Fix: Historical analysis now shows real consumption numbers and percentages relative to cluster totals

2025-09-30 18:03:17 -03:00
parent 5c5643576f
commit 2b2b3c23b2
2 changed files with 264 additions and 150 deletions
--- a/app/api/routes.py
+++ b/app/api/routes.py
@@ -495,53 +495,108 @@ async def get_workload_historical_metrics(
    workload: str,
    time_range: str = "24h"
 ):
-    """Get historical metrics for a specific workload (deployment/daemonset)"""
+    """Get historical metrics for a specific workload with cluster percentages"""
    try:
        prometheus_client = PrometheusClient()
        
-        # Get CPU and Memory usage metrics for the workload
-        cpu_usage = await prometheus_client.query_range(
-            f'rate(container_cpu_usage_seconds_total{{namespace="{namespace}",pod=~"{workload}-.*"}}[5m])',
-            time_range
-        )
+        # Get current usage (latest values)
+        cpu_usage_query = f'rate(container_cpu_usage_seconds_total{{namespace="{namespace}",pod=~"{workload}-.*"}}[5m])'
+        memory_usage_query = f'container_memory_working_set_bytes{{namespace="{namespace}",pod=~"{workload}-.*"}}'
        
-        memory_usage = await prometheus_client.query_range(
-            f'container_memory_working_set_bytes{{namespace="{namespace}",pod=~"{workload}-.*"}}',
-            time_range
-        )
+        cpu_usage_data = await prometheus_client.query(cpu_usage_query)

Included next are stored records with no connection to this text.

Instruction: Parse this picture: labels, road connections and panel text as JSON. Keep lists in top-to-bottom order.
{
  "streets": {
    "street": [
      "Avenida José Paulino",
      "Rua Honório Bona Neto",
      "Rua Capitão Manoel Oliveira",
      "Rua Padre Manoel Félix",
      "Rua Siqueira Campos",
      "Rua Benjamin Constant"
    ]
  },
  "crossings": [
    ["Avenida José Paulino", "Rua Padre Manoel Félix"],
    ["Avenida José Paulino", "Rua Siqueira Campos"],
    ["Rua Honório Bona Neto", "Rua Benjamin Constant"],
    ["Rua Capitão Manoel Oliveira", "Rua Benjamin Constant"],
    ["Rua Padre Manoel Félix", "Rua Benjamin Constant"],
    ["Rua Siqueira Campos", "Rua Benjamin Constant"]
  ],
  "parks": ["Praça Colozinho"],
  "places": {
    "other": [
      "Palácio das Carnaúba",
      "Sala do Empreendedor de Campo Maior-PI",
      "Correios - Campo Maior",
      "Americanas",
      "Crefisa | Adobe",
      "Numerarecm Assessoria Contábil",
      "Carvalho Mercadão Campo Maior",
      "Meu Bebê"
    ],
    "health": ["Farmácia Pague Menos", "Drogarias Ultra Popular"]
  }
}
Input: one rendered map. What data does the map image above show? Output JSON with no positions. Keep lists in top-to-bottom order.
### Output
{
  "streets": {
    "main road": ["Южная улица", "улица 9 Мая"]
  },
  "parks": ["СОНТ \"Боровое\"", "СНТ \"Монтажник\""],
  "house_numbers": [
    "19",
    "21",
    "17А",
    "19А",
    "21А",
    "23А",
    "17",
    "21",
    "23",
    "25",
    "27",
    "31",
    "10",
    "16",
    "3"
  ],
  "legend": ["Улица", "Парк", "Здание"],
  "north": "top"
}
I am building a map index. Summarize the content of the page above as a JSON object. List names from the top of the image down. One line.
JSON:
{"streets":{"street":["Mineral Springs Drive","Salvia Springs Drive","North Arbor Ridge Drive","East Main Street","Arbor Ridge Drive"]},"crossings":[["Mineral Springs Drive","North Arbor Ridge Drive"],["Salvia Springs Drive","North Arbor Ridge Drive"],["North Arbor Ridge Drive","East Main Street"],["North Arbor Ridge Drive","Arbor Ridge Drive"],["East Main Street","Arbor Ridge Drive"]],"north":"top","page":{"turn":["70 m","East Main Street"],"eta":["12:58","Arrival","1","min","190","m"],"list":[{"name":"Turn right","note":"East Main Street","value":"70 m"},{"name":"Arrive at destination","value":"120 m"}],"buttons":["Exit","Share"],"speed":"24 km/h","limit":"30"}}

+        memory_usage_data = await prometheus_client.query(memory_usage_query)
        
        # Get resource requests and limits
-        cpu_requests = await prometheus_client.query_range(
-            f'kube_pod_container_resource_requests{{namespace="{namespace}",pod=~"{workload}-.*",resource="cpu"}}',
-            time_range
-        )
+        cpu_requests_query = f'kube_pod_container_resource_requests{{namespace="{namespace}",pod=~"{workload}-.*",resource="cpu"}}'
+        memory_requests_query = f'kube_pod_container_resource_requests{{namespace="{namespace}",pod=~"{workload}-.*",resource="memory"}}'
        
-        memory_requests = await prometheus_client.query_range(
-            f'kube_pod_container_resource_requests{{namespace="{namespace}",pod=~"{workload}-.*",resource="memory"}}',
-            time_range
-        )
+        cpu_requests_data = await prometheus_client.query(cpu_requests_query)
+        memory_requests_data = await prometheus_client.query(memory_requests_query)
        
-        cpu_limits = await prometheus_client.query_range(
-            f'kube_pod_container_resource_limits{{namespace="{namespace}",pod=~"{workload}-.*",resource="cpu"}}',
-            time_range
-        )
+        cpu_limits_query = f'kube_pod_container_resource_limits{{namespace="{namespace}",pod=~"{workload}-.*",resource="cpu"}}'
+        memory_limits_query = f'kube_pod_container_resource_limits{{namespace="{namespace}",pod=~"{workload}-.*",resource="memory"}}'
        
-        memory_limits = await prometheus_client.query_range(
-            f'kube_pod_container_resource_limits{{namespace="{namespace}",pod=~"{workload}-.*",resource="memory"}}',
-            time_range
-        )
+        cpu_limits_data = await prometheus_client.query(cpu_limits_query)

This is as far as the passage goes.